Saturday, June 1, 2013

That Friday Feeling

You know that Friday feeling? The one you have as you and your fellow commuters head into work in jeans. That feeling as you treat yourself to a mocha-frappe-fluff-achino, extra hot, extra whip, and hell yes, definitely put shaved chocolate on that because it's Friday and you deserve it.

And that feeling in the workplace, where people are friendlier, chat about the upcoming weekend while collaborating on a project deadline. The feeling that makes you put on some fun music while you take a few minutes to sort out your desk and deal with piles, folders, filing, and those sticky notes of scribbles that need entering in your task list. Yeah, that feeling. That's the Friday feeling I'm talking about.

So I have to ask - what is it about Fridays? You get things done, people are a bit lighter and more fun, and you just feel more happy and comfortable. And everything just seems to flow seamlessly. You can get stuff accomplished and still manage to tear out the door a little earlier to start your weekend.

Why is that? Is it the jeans? The treat from Starbucks? The idea that the work week is almost over and the weekend is almost there? Are people are more collegial because they have a line of sight on happy hour on a patio? Yes. Exactly. Sort of. Almost, and most definitely.

Here's where I'm going with this: Fridays are when we let our true selves out of their boxes. We are just downright more comfortable on Fridays, and it's not necessarily the jeans or the promise of happy hour. It's because we are more authentic on Fridays than any other workday.

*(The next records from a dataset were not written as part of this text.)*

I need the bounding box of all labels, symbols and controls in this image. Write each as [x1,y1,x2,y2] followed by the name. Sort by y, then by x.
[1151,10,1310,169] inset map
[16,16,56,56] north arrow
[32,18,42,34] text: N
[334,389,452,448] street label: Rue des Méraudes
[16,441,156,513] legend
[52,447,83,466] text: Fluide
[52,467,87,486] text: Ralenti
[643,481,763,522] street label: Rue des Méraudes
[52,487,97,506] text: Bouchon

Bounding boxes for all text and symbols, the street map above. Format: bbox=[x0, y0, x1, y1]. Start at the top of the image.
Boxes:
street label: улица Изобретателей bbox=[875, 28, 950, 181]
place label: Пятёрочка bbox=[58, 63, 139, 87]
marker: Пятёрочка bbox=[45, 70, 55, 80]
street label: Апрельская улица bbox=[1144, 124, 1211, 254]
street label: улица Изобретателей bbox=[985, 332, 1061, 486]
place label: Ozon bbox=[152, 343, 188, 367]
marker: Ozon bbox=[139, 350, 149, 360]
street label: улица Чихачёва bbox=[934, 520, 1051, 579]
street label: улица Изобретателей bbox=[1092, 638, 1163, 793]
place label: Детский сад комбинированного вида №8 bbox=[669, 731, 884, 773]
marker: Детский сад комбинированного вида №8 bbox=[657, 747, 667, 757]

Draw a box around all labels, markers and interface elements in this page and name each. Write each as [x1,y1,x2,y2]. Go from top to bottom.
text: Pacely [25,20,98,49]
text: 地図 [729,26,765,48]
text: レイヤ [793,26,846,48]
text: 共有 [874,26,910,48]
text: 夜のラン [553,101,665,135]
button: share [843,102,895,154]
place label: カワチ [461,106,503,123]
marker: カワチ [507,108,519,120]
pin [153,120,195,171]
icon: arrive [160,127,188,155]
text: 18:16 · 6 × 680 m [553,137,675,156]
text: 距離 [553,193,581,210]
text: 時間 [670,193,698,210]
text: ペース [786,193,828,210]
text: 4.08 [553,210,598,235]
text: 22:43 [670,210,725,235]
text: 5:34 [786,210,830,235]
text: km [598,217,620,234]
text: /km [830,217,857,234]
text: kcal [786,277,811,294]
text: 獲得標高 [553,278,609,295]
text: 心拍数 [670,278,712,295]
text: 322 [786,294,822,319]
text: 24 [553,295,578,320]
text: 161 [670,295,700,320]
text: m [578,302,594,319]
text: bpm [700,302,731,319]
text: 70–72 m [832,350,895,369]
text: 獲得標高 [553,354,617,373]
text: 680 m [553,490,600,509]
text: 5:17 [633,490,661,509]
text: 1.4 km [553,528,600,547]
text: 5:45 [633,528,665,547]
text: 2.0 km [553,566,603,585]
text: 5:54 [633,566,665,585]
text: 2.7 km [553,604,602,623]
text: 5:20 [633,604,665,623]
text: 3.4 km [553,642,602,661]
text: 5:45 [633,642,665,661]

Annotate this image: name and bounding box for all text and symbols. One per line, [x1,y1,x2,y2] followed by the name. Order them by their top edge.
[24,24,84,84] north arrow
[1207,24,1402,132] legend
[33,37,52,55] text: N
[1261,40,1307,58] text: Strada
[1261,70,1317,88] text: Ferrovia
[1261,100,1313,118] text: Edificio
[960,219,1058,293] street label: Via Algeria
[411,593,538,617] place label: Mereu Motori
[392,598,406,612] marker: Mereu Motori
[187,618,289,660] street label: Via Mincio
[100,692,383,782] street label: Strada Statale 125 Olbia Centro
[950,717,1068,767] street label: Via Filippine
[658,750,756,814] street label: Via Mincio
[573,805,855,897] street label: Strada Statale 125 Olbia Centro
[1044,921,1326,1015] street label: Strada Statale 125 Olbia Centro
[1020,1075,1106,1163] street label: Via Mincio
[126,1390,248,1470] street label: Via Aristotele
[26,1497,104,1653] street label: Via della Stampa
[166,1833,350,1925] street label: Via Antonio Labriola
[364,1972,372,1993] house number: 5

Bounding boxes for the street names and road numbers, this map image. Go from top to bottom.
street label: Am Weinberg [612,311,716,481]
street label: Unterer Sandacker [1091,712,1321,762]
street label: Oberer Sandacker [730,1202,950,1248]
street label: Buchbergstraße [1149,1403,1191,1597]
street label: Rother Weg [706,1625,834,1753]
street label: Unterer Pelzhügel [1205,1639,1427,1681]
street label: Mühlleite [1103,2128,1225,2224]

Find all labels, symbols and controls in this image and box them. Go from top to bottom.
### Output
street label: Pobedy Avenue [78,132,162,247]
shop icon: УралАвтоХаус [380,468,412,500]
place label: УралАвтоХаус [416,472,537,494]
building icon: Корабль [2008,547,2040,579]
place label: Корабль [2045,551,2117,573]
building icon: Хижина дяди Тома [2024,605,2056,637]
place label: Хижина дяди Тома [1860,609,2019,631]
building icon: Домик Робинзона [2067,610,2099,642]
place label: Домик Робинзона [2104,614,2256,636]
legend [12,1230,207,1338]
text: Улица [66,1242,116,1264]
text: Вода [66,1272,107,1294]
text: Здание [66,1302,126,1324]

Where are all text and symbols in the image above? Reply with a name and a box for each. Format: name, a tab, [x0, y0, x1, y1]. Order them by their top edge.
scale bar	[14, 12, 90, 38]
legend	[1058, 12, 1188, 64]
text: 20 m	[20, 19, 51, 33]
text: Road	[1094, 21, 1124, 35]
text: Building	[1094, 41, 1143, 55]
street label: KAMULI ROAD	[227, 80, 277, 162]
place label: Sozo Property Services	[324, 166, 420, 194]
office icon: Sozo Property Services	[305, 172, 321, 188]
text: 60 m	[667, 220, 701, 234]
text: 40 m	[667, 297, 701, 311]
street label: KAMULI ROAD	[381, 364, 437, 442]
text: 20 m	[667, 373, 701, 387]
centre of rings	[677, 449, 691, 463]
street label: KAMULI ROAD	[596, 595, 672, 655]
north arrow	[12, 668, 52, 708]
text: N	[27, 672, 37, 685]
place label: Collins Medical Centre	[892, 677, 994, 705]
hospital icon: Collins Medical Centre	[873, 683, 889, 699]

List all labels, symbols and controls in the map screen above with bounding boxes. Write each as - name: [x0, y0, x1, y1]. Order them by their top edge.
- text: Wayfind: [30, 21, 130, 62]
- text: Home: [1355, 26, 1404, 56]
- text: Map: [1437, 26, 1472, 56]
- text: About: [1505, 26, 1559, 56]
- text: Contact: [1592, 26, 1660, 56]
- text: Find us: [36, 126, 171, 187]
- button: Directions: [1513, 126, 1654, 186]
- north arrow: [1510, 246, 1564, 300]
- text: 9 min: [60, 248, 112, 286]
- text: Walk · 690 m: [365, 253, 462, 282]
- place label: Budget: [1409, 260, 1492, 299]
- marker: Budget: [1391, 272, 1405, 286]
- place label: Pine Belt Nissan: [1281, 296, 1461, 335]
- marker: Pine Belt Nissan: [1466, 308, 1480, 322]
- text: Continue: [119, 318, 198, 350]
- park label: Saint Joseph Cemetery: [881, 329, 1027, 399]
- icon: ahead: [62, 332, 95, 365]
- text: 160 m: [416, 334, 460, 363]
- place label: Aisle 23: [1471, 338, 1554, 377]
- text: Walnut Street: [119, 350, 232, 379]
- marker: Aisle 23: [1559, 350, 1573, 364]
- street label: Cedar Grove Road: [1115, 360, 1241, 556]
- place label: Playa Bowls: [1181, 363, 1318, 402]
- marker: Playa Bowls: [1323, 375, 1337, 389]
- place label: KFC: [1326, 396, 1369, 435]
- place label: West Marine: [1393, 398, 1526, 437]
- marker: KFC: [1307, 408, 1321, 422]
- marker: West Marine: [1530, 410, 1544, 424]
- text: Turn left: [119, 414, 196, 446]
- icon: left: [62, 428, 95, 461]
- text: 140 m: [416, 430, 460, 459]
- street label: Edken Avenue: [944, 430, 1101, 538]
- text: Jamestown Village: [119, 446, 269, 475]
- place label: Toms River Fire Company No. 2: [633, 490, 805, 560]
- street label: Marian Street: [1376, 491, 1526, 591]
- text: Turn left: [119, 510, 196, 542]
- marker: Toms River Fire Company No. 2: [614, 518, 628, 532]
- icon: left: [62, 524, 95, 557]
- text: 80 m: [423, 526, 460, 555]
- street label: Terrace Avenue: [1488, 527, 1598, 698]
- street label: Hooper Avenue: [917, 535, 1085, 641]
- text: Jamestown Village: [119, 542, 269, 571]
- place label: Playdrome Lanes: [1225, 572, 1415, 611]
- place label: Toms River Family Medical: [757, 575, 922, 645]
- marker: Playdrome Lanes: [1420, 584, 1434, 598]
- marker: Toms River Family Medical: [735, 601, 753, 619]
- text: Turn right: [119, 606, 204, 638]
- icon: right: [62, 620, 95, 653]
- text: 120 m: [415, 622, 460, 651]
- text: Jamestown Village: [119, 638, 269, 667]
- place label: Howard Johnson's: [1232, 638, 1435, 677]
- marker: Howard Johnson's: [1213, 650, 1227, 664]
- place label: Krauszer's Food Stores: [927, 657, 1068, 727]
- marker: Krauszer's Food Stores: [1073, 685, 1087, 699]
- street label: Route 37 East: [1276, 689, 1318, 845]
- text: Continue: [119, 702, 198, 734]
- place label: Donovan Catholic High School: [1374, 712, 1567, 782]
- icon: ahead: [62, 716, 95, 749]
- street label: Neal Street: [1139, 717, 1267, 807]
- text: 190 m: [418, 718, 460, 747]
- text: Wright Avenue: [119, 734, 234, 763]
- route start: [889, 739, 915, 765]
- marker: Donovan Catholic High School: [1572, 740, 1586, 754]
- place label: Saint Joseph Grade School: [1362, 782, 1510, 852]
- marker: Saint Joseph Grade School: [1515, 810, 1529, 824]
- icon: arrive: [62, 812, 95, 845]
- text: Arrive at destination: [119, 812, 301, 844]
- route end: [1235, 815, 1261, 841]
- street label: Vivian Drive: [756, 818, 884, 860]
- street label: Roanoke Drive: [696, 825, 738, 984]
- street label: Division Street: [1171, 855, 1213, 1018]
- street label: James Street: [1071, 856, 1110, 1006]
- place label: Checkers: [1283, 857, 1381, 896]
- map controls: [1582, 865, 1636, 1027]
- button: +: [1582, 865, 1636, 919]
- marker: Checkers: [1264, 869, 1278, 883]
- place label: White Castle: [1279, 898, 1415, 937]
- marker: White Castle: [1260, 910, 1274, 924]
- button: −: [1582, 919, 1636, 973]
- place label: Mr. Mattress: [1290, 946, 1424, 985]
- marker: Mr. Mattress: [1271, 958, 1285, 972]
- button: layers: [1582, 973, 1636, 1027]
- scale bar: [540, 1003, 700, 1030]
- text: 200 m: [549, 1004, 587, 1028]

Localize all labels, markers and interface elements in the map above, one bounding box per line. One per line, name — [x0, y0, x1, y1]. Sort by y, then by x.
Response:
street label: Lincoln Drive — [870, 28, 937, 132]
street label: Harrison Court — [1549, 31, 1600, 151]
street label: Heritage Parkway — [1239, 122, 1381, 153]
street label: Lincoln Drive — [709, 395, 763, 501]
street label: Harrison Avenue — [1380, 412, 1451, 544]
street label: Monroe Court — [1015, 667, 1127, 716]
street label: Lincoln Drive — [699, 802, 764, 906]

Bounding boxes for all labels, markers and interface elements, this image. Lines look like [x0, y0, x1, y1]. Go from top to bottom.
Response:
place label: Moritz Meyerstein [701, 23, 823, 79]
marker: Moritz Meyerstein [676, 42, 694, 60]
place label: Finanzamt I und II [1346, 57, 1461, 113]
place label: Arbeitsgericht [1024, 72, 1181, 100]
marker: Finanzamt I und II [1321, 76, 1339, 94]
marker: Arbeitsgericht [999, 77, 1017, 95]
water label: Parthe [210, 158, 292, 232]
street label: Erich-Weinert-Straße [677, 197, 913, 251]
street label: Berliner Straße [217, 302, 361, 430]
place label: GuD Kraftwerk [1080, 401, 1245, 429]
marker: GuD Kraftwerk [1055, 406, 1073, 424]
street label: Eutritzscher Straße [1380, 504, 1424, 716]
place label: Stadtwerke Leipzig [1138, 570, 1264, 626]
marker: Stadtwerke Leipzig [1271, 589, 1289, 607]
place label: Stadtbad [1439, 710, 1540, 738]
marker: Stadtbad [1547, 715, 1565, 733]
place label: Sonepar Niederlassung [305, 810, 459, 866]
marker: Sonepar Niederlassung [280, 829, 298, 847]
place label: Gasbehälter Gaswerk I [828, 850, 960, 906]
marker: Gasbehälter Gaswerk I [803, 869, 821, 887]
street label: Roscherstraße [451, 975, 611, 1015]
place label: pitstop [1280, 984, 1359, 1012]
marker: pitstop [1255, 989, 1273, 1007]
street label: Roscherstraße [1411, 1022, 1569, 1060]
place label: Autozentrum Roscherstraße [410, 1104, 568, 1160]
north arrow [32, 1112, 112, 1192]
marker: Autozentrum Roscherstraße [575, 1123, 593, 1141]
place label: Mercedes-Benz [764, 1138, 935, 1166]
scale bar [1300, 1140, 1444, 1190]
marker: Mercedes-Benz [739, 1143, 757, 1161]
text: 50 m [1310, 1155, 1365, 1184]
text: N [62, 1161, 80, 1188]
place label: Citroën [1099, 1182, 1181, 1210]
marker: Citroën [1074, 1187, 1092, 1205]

We are kinder to ourselves, giving ourselves those little rewards and allowances. We are kinder to others. We let our humour show a bit, joking with the guy in line next to you at Starbucks or shooting an office-appropriate (or not) zinger to a colleague via email. We allow our authentic selves to shine and everything just clicks together fairly effortlessly.

I'm not suggesting we need to wear a uniform of jeans to the office five days a week or become overnight Gold Card holders at Starbucks from a steady diet of fluffy coffees. What I am suggesting, however, is we be kind to ourselves and one another, and we let down those barriers that hide our true selves, which by the way, are the selves that are more effective than their restrained counterparts. What I am suggesting, is that five days a week (and even on weekends if you feel so inclined) we strive to keep it real. Try it as an experiment and see what happens. You might be surprised.